Thursday, 23 October 2014

Football and the Great War

The supreme sacrifice of the players of Bradford City and Leyton Orient
29 November 2014

As the world commemorates the centenary of the Great War there is a growing appreciation that the war affected all aspects of everyday life. Football was no exception. Although the 1914/15 league season was played to its conclusion – albeit against a background of mounting criticism – football and footballers increasingly played a full part in the conflict. Matches were used as occasions to boost recruiting. Indeed, at half-time during the first division Bradford derby at Park Avenue, Bradford City’s famous England international Dickie Bond wore his Bradford Pals uniform and made an appeal to spectators to join up.

Inevitably, like men in all walks of life, as the war progressed footballers were killed and injured in ever increasing numbers at the front. By the war’s end nine Bradford City and two Bradford Park Avenue players had been died. Those losses were replicated across the country. Leyton Orient, then known as Clapton Orient, lost three players killed and ten others wounded.

On Saturday 29 November Bradford City play Leyton Orient. This allows an opportunity to reflect on the losses of both clubs in the war to end all wars. Supporters of City and Orient have previously organised trips to the battlefields of France and Flanders. David Pendleton, from Bradford City’s bantamspast museum, and Steve Jenkins, vice chairman of the Leyton Orient Supporters’ Club, will speak about their trips to the Western Front and give a brief summary of the footballers who paid the ultimate price. Bradford poet Glyn Watkins will close proceedings with a reading.

The event will raise money for the ‘Honour the Pals Appeal’ being organised by the Telegraph & Argus newspaper. The appeal is seeking to erect a memorial to the Bradford Pals at Serre on the Somme where, at 7.30am on 1 July 1916, 2,000 Bradford Pals left their trenches to attack the German lines. In the space of a few hours 1,770 were killed or wounded. It was without doubt the darkest day in Bradford’s history.

The fund raising event will commence at noon over lunch at the Jacobs Ale House, Kent Street, in the city centre. The landlady of Jacobs, Christina Wagstaff, has kindly offered to donate profits from the bar food to the ‘Honour the Heroes’ appeal.

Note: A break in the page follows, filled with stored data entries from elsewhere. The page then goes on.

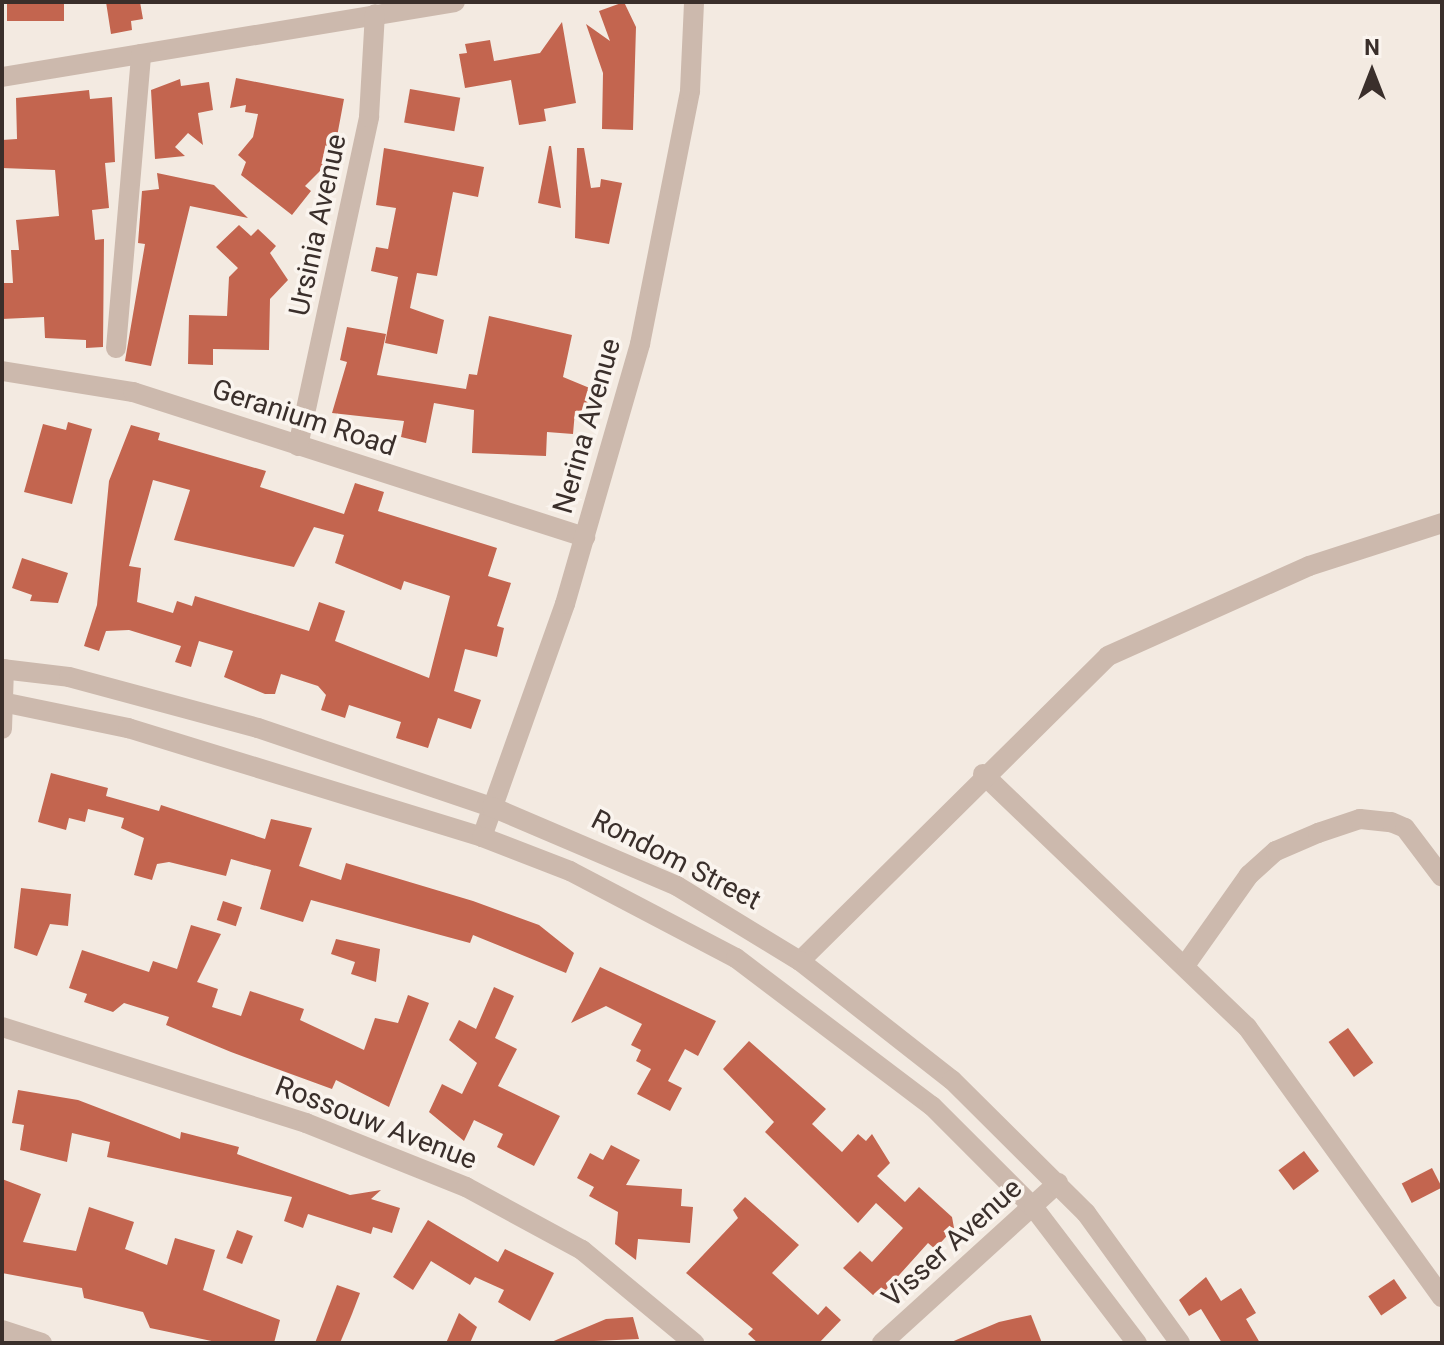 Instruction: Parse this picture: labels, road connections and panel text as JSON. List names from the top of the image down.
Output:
{
  "streets": {
    "street": [
      "Ursinia Avenue",
      "Geranium Road",
      "Nerina Avenue",
      "Rondom Street",
      "Rossouw Avenue",
      "Visser Avenue"
    ]
  },
  "crossings": [
    ["Ursinia Avenue", "Geranium Road"],
    ["Geranium Road", "Nerina Avenue"],
    ["Nerina Avenue", "Rondom Street"],
    ["Rondom Street", "Visser Avenue"]
  ],
  "north": "top"
}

At 12.30pm David Pendleton and Steve Jenkins will make their presentations. After 1pm there will be a walking tour via the Cenotaph to the Midland Hotel’s Spirit of Bradford bar where there is a display about the hotel’s links with Bradford City FA Cup winning team of 1911. Two of the cup winners who are pictured on the display, Jimmy Speirs and Robert Torrance, died in the Great War. There we will toast their memory. Those attending the match at Valley Parade will then move on towards the game.

The presentations and walk are free, but we will be asking for donations towards the ‘Honour the Pals’ appeal.